Saturday, March 9, 2013

Skeletons - Quick Paint

(evil) Skeletons - Quick Paint Tutorial

Followers of this blog my have noticed my involvement in a remote WFB3 game called "The Bridge over the River Chai". As it so happens, one of the participants of this game might summon enormous hordes of Skeletons, by using evil necromantic magic. To prepare myself for the such on occasion, I need to expand my current horde of 6 skeletons.
My understanding of an average skeleton is that they are an angry bunch of brain eating maniacs. I always thought John Blanche's vision of them to match this description quite accurately, as opposed to the bone polished, "G" rated versions of the late 90's. I like the macabre looking skeletons, covered in dirt and blood, seeking out vengeance to whoever comes in their path.
Arggh, we're bad to the bone!
Look, we're shiny happy skeletons!
See what I mean? It's all just a matter of taste of course, but to me this is how skeletons should look like. It's interesting to note that the picture above was taken from the WFB3 rule book, which is mirrored, so no, skeletons are not left handed.
Due to a limited time schedule I needed to paint quickly, and while at it, I thought to do a little quick paint tutorial, just for you...
Luckily for me, I already had 12 cleaned (stripped of plastic mold lines) skeletons lying on my desk, ready to be glued and painted. Some months ago I spend hours removing every little mold line. I think it makes a lot of difference when they're cleaned properly.
I tried to mimic the poses as they are depicted on the Skeleton Horde box cover as much as possible.
Glued, based and coated they look like this.
I won't bother describing the processes of basing and painting the weapons, but only concentrate on the skeleton's body. All the colors used are from the Vallejo Game Color range, except "Bleached Bone", which is from GW. Below some pictures of each step involved.

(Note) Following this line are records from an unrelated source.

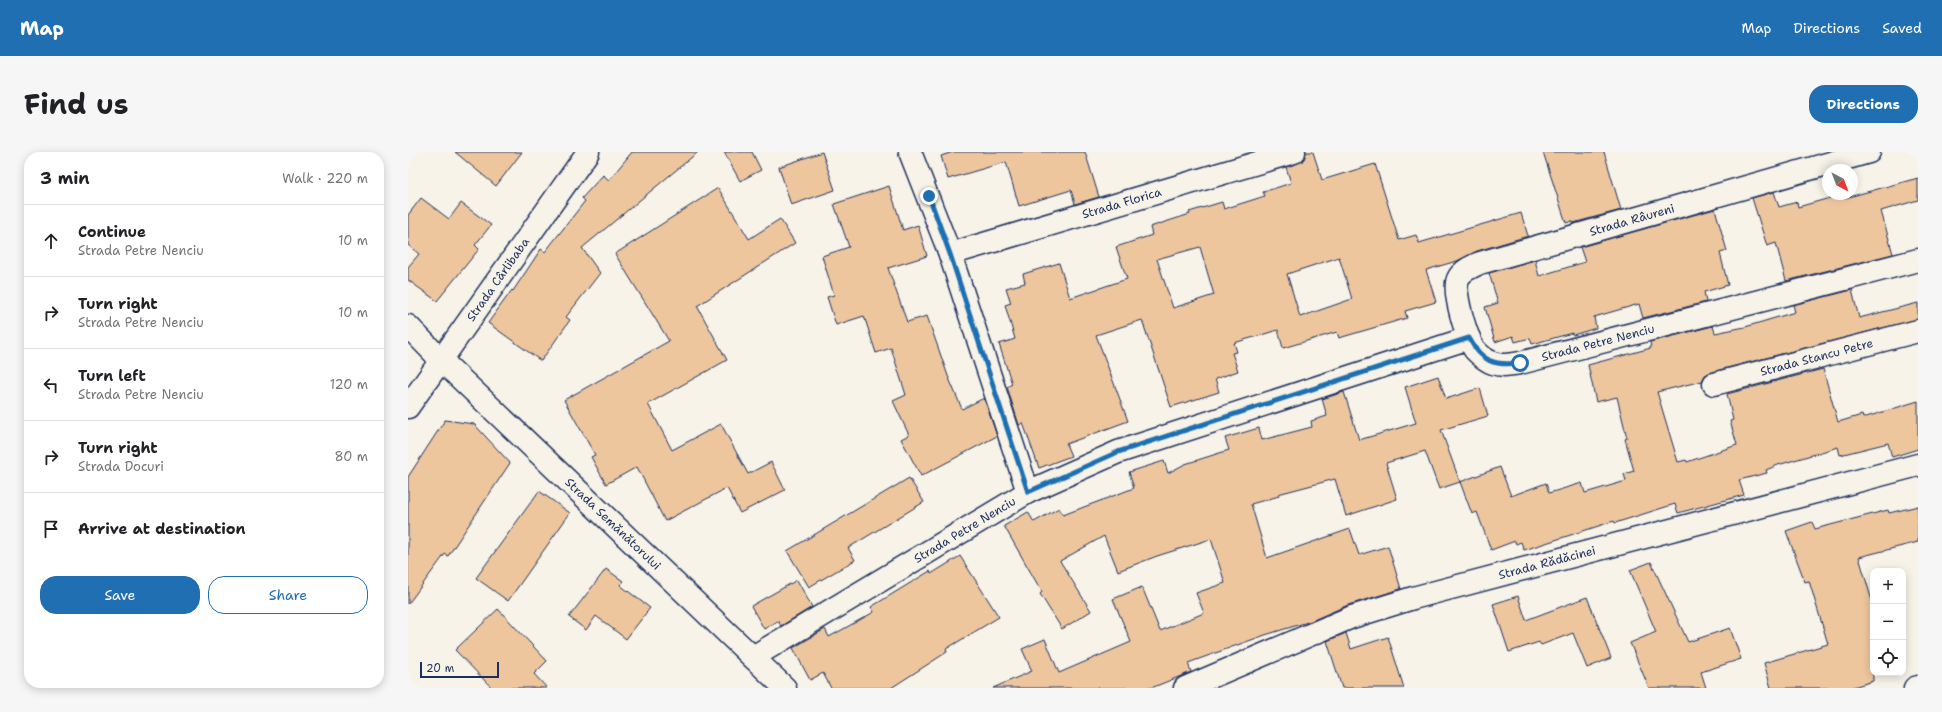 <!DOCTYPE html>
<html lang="en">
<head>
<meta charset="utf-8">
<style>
	:root { --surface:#fff; --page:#f6f6f6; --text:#202124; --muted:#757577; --line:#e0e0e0; --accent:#1f6fb2 }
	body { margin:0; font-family:"Shantell Sans",sans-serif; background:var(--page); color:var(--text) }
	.controls { position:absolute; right:12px; bottom:12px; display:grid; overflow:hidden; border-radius:8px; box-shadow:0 2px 10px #0003 }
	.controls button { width:36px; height:36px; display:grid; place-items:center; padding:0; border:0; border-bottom:1px solid var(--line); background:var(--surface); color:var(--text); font:20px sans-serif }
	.compass { position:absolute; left:1414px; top:12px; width:36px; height:36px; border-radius:50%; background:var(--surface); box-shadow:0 2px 10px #0003; rotate:138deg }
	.scale { position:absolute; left:12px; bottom:10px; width:79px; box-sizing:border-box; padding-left:4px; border:2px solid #1b2f5e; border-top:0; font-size:11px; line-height:14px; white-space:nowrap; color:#1b2f5e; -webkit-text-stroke:3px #f7f3e8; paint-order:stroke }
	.stop { position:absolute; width:12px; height:12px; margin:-9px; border:3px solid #1f6fb2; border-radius:50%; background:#fff }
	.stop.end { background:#1f6fb2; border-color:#fff; box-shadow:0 1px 4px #0008 }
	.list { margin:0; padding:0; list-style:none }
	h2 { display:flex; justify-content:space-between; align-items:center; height:52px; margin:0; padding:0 16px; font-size:17px }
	h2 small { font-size:13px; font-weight:400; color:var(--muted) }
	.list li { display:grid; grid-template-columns:26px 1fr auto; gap:12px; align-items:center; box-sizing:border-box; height:72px; padding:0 16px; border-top:1px solid var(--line) }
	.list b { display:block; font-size:15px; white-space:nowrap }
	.list p { margin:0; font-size:13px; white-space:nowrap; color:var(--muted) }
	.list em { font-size:13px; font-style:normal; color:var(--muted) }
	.actions { display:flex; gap:8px; padding:12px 16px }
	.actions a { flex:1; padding:9px 0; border:1px solid var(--accent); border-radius:16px; text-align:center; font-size:14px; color:var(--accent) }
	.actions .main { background:var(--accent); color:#fff }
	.icon { flex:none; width:22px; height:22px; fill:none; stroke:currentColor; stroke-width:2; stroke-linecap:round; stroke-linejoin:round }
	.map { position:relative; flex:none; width:1510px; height:536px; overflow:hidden; border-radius:16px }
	header { display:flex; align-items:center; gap:24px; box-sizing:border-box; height:56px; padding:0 20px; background:var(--accent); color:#fff }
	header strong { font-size:19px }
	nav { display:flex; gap:22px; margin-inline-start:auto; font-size:14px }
	.intro { display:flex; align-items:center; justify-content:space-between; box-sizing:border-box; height:96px; padding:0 24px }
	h1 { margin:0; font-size:28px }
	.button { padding:10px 18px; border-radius:16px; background:var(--accent); color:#fff; font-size:14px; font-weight:700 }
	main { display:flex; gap:24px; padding:0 24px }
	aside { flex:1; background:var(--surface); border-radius:16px; box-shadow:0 2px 10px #0003 }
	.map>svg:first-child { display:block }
	.building { fill:#eec69e; stroke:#1b2f5e; fill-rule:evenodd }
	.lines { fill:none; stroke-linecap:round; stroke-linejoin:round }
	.street-casing { stroke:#1b2f5e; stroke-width:25 }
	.secondary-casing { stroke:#1b2f5e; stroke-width:25 }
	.street { stroke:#f7f3e8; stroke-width:22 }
	.secondary { stroke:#f7f3e8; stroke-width:22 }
	.route { stroke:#1f6fb2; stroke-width:5 }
	.labels { text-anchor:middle; stroke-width:3.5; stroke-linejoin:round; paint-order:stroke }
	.street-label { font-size:12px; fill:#1b2f5e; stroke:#f7f3e8 }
</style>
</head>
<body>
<header>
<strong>Map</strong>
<nav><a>Map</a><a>Directions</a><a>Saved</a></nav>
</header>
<div class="intro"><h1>Find us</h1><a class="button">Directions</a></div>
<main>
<aside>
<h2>3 min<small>Walk · 220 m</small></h2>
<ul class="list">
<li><svg class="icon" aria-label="ahead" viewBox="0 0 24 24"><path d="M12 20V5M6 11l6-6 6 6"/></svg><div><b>Continue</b><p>Strada Petre Nenciu</p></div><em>10 m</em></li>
<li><svg class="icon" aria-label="right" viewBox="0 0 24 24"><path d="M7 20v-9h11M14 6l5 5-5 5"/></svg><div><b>Turn right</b><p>Strada Petre Nenciu</p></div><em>10 m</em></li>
<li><svg class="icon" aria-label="left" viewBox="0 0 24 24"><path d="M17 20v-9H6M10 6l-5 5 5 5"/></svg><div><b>Turn left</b><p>Strada Petre Nenciu</p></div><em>120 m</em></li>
<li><svg class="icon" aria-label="right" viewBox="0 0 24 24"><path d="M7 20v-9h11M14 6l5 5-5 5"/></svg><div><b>Turn right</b><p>Strada Docuri</p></div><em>80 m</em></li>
<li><svg class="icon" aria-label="arrive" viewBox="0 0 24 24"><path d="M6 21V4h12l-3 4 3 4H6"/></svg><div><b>Arrive at destination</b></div></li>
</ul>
<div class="actions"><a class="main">Save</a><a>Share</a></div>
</aside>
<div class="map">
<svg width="1510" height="536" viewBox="0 0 1510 536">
	<rect width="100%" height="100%" fill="#f7f3e8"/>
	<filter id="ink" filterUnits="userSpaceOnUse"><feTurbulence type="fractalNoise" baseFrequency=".025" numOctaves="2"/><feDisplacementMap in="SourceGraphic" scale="8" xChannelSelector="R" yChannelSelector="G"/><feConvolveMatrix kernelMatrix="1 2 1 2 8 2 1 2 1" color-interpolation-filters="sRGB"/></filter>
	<g filter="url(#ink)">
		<path class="building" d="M 47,0 L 114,0 L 88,34 Z
			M 224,0 L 290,0 L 174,96 L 192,121 L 158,165 L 162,168 L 133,209 L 80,171 L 104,138 L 105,139 L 133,97 L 137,100 L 177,49 L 174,46 L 195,23 L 201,28 Z
			M 316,0 L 344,0 L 353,18 L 332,29 Z
			M 414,0 L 427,38 L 383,53 L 371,15 Z
			M 545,0 L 677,0 L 691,45 L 667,52 L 663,38 L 611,54 L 598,10 L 540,27 L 533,4 Z
			M 898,0 L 905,0 L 914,28 L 967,12 L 991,88 L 1008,83 L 1011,91 L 1113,61 L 1120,84 L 1069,99 L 1049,109 L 1018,118 L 1028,150 L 997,159 L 999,166 L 931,186 L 929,180 L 875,196 L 870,178 L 826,191 L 829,200 L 824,201 L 830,219 L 807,227 L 811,240 L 763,255 L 734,168 L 688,183 L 720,269 L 658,292 L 663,304 L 631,316 L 615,271 L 611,273 L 599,235 L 604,232 L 591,192 L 607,187 L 597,153 L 603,151 L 598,136 L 617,131 L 615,122 L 651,111 L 662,146 L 719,127 L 708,95 L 744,83 L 742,75 L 782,62 L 781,60 L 814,50 L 816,57 L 857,44 L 855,40 L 883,31 L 878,15 L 895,9 ZM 792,95 L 806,143 L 765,156 L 749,107 ZM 931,105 L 944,147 L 892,165 L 879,122 Z
			M 1135,0 L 1196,0 L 1213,58 L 1165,71 L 1164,69 L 1158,71 Z
			M 1510,26 L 1510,48 L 1473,59 L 1485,102 L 1378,129 L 1368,91 L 1359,94 L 1344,46 L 1366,40 L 1371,55 L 1389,50 L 1390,55 L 1436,42 L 1437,46 Z
			M 481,34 L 495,78 L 510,73 L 519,104 L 480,116 L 499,170 L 519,164 L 540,224 L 554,257 L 576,246 L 589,284 L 513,324 L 493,287 L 501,283 L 485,249 L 498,243 L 483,196 L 468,201 L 456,164 L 428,173 L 419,145 L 426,143 L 414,104 L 441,95 L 426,52 Z
			M 310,36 L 341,87 L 372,67 L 387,91 L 289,154 L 319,208 L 240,252 L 264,298 L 313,272 L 340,322 L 363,310 L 377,338 L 332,361 L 319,336 L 257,369 L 229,315 L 198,332 L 183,305 L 187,303 L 156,248 L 261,189 L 207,102 Z
			M 13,46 L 41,67 L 53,51 L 83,73 L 67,93 L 71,97 L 29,149 L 0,128 L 0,115 L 11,102 L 0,93 L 0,63 Z
			M 1307,57 L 1319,99 L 1312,101 L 1320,133 L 1296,140 L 1298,150 L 1235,166 L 1231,152 L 1186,165 L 1188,176 L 1165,183 L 1164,181 L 1124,192 L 1122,186 L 1107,190 L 1105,184 L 1087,190 L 1077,155 L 1090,151 L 1081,121 L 1127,108 L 1131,124 L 1177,110 L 1172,95 Z
			M 1444,138 L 1451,166 L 1510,151 L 1510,167 L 1303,220 L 1297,223 L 1294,229 L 1249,240 L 1270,310 L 1278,308 L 1279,310 L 1329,293 L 1322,269 L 1325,268 L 1319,242 L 1415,217 L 1430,270 L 1454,263 L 1455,266 L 1510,249 L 1510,297 L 1484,305 L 1480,291 L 1432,303 L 1430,295 L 1370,313 L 1358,318 L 1359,321 L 1331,328 L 1336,343 L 1270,361 L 1267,352 L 1207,371 L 1206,369 L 1116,398 L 1113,390 L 1108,392 L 1107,389 L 1083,398 L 1069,360 L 1064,362 L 1052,330 L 1092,315 L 1103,344 L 1138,331 L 1141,341 L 1174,331 L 1177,341 L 1218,329 L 1216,322 L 1226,319 L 1217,287 L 1219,286 L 1209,245 L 1188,250 L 1180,213 L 1243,196 L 1242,190 L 1305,174 L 1307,181 L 1337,175 L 1387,160 L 1385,153 Z
			M 1030,224 L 1038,247 L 1072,236 L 1080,264 L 1033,278 L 1052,330 L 1031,337 L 1017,299 L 978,311 L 989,347 L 938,364 L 927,327 L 870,342 L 871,344 L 843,352 L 859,406 L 942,377 L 951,403 L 980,394 L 993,437 L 940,453 L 903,469 L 857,483 L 780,511 L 783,520 L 743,536 L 585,536 L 624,519 L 614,497 L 637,487 L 651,521 L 723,490 L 705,447 L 734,435 L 752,479 L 796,461 L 788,441 L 817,431 L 803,387 L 749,404 L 710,419 L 696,384 L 652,409 L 683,459 L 654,477 L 632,442 L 634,440 L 596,374 L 620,360 L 626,370 L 651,356 L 655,363 L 726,336 L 721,320 L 756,309 L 760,321 L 777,312 L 821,298 L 817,286 L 851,276 L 854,288 L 904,275 L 903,269 L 919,264 L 914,247 L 936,240 L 951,288 L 1008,271 L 997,235 Z
			M 37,268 L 66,272 L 102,311 L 40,404 L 37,402 L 0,452 L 0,325 Z
			M 501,326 L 516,350 L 440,396 L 447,408 L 401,435 L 379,399 Z
			M 131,339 L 162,361 L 100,449 L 68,426 Z
			M 1510,354 L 1510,390 L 1451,405 L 1465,452 L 1465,529 L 1442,536 L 1363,536 L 1356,511 L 1420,492 L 1401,429 L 1397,430 L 1378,379 L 1404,370 L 1407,377 L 1480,358 L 1481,361 Z
			M 552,404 L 591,465 L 538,497 L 539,500 L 483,536 L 423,536 L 415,521 L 402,528 L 385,496 L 417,477 L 421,485 L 466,460 L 463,455 L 522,419 L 523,422 Z
			M 1243,410 L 1280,490 L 1322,476 L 1333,507 L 1293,520 L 1298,536 L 1241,536 L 1222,491 L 1248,480 L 1222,418 Z
			M 198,417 L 215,429 L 212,433 L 242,456 L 218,487 L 188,464 L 178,478 L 161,465 Z
			M 389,428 L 404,455 L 373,474 L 370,469 L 356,477 L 343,454 Z
			M 1110,444 L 1118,468 L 1179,445 L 1203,506 L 1179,516 L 1165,481 L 1133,493 L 1131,490 L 1101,500 L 1085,452 Z
			M 90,457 L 139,509 L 126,522 L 139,536 L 84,536 L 47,498 Z
			M 938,481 L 943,497 L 980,485 L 996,536 L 934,536 L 919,489 Z"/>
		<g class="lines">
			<defs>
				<g id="street">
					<path d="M 502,0 L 542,102 L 620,340"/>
					<path id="s1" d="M 1461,0 L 1072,111 C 1065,114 1053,119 1050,127 C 1044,139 1059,187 1067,198 C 1070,201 1075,206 1079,208 C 1089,215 1101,213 1112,211 L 1510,108"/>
					<path id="s2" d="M 542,102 L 886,0"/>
					<path d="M 0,174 L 32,207"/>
					<path id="s3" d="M 1306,232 L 1510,179"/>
					<path id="s4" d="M 345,505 L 620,340 L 710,300 L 1061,186"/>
					<path id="s5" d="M 777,536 L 944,465 L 1005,446 L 1510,313"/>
					<path d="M 1507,536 L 1510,535"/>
				</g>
				<g id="secondary">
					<path id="s6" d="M 32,207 L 377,536"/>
					<path id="s7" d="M 0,255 L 180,0"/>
				</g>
			</defs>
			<use href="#street" class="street-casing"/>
			<use href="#secondary" class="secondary-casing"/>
			<use href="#street" class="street"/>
			<use href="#secondary" class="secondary"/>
		</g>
	</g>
	<g class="lines" filter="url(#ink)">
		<path class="route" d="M 521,44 L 542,102 L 620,340 L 710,300 L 1061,186 C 1074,210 1086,214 1112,211"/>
	</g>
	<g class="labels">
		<g class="street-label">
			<text dy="4" stroke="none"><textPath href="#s2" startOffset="179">Strada Florica</textPath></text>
			<text transform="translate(1224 68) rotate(-16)" y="4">Strada Râureni</text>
			<text dy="4" stroke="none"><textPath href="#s7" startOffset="156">Strada Cârlibaba</textPath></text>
			<text dy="4" stroke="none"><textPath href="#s1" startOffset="637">Strada Petre Nenciu</textPath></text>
			<text dy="4" stroke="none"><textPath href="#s3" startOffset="106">Strada Stancu Petre</textPath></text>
			<text dy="4" stroke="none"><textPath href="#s6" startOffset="239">Strada Semănătorului</textPath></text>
			<text dy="4" stroke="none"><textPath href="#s4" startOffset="247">Strada Petre Nenciu</textPath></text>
			<text dy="4" stroke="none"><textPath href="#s5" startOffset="384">Strada Rădăcinei</textPath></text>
		</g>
	</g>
</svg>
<div class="controls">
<button>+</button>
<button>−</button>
<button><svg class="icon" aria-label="locate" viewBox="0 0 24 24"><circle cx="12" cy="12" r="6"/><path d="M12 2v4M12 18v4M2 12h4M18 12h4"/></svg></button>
</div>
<svg class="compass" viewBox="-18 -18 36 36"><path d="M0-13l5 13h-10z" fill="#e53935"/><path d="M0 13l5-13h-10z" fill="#757577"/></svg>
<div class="scale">20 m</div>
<div class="stop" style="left:1112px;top:211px"></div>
<div class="stop end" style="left:521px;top:44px"></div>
</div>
</main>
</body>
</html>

Step 1. Before and after "Sepia Shade" wash
Step 2. Before and after "Bleached Bone" dry-brush
Step 3. Before and after "Umber Shade" wash
Step 4. Before and after "Skintone Shade" wash
Step 5. Before and after thinned (1:2) "Red Shade" wash
Step 6. Before and after "Bleached Bone" dry-brush
Step 7. Before and after thinned (1:2) "Sepia Shade" wash
Step 8. Before and after thinned (1:2) "Red Shade" wash
Step 9. Before and after light "Bleached Bone"dry-brush
Step 10. Before and after thinned (1:3) "Sepia Shade"wash
Step 11. Before and after very light "Bleached Bone" dry-brush
The washes are applied straight out of the bottle, no strings attached. I used Thinner (70.524) for step 5 & 7, 8, 10, 11 using a 1:2 ratio and only applied the wash on the crevices and the dry-brush of step 6, 9, 11 was done very lightly.

I varnished the lot with "Testors Dull Coat" and applied a "Gloss Varnish" on the bloody parts, to let the bloody parts look more fleshlike. Below the result.